Either way works, but there’s a potential tradeoff between ease-of-use and performance. With Conda, you’re creating your own software environment (independent of modules) and Conda will manage system and library dependencies. Using the modules, R packages are built from source and some R packages have system and library dependencies that need to be made available to the build process (sometimes this means just loading a module but sometimes this means specifying configure variables or even modifying a Makefile). Conda is downloading generic Linux binaries for these packages and dependencies, so these versions may run slower compared to the ones that are built from source using the modules. But it depends on the specific compiler options, packages, and functions that are used. Overall it’s easier to use a Conda environment for package management. But if you need to maximize performance, then using the modules and building from source is the better option.

Thanks, Derek.

I ran into problems both ways. When I installed through conda, I installed the Rfast but cannot install “SingleCellExperiment”, when I chose module installation. I cannot install both packages. Could you take a look and see how to solve the installation error above? (I prefer the module installation as you just pointed out).

Thanks.

With Conda (using mamba), I can install SingleCellExperiment using the bioconda channel:

mamba install -c bioconda bioconductor-singlecellexperiment

With the modules, there are different steps for each package. For RCurl, I can install with the curl and libxml2 modules loaded. Then SingleCellExperiment installs like normal. For RcppGSL, I can install with the gsl module loaded. For RcppZiggurat, create or modify ~/.R/Makevars to include the following lines:

CPPFLAGS = -I${GSL_ROOT}/include
LDFLAGS = -L${GSL_ROOT}/lib

Then I can install RcppZiggurat and Rfast with the gsl module loaded.

Thank you very much, Derek. It works now.

P.S.: I am really interested about how you find and know installing these packages with additional modules loaded ( and also modify Makevars file, I don’t even know what this file is used for). Could you share your experience with us so that we can know how to search for future issues.

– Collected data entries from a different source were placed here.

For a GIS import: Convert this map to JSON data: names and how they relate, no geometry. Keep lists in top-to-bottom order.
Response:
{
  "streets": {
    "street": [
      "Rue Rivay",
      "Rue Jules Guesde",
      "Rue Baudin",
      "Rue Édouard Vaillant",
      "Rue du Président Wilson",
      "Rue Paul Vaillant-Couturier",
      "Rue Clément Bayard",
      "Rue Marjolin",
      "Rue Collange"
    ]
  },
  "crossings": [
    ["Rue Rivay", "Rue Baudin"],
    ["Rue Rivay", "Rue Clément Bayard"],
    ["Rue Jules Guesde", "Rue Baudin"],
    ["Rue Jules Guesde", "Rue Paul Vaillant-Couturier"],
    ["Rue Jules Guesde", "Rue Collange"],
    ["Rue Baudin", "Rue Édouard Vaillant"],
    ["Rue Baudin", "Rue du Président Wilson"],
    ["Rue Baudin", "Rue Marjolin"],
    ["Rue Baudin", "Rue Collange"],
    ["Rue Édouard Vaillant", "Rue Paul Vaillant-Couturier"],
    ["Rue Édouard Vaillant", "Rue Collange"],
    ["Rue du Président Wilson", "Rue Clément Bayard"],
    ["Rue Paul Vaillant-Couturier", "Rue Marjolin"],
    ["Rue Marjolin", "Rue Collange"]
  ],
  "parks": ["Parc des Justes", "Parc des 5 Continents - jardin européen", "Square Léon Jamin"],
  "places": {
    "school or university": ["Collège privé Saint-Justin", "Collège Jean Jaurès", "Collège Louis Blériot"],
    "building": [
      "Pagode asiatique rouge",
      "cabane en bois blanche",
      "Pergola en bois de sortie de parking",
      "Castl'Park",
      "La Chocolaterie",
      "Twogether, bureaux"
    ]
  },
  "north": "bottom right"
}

It’s mostly working backwards from the specific error message. With an error like libgsl.so not found, I find out what software package provides that library file and then load the corresponding module and try installing the R package again. In this case, the build process also requires the development header files, so then I specify where to find the header files using the ~/.R/Makevars file (the CPPFLAGS variable). All R packages that compile objects use a general configure/make build process, but unfortunately they can be set up differently so there’s a different process to follow depending on the specific R package.